(Records provided)

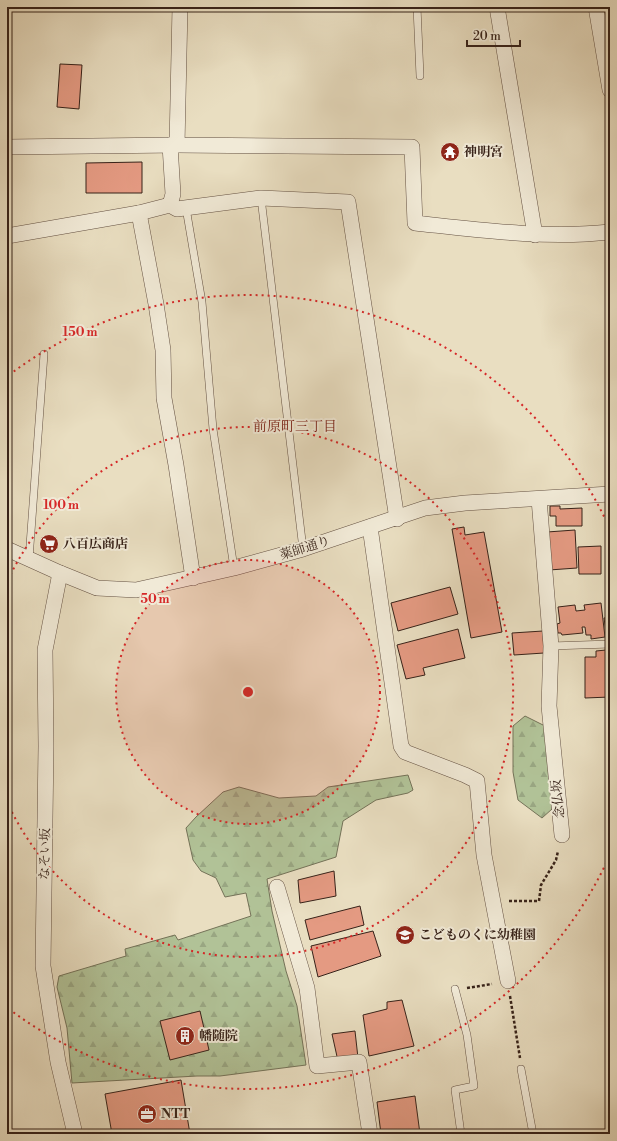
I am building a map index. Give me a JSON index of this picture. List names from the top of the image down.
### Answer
{
  "streets": {
    "street": ["薬師通り", "念仏坂", "なそい坂"]
  },
  "crossings": [
    ["薬師通り", "念仏坂"],
    ["薬師通り", "なそい坂"]
  ],
  "districts": ["前原町三丁目"],
  "places": {
    "temple": ["神明宮"],
    "supermarket": ["八百広商店"],
    "school or university": ["こどものくに幼稚園"],
    "building": ["幡随院"],
    "office": ["NTT"]
  },
  "scale_bar": "20 m",
  "rings": ["150 m", "100 m", "50 m"]
}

(End Records provided)

Work to complete: Restate all entries exactly; pictures stay out.

Answer section:
I am building a map index. Give me a JSON index of this picture. List names from the top of the image down.
### Answer
{
  "streets": {
    "street": ["薬師通り", "念仏坂", "なそい坂"]
  },
  "crossings": [
    ["薬師通り", "念仏坂"],
    ["薬師通り", "なそい坂"]
  ],
  "districts": ["前原町三丁目"],
  "places": {
    "temple": ["神明宮"],
    "supermarket": ["八百広商店"],
    "school or university": ["こどものくに幼稚園"],
    "building": ["幡随院"],
    "office": ["NTT"]
  },
  "scale_bar": "20 m",
  "rings": ["150 m", "100 m", "50 m"]
}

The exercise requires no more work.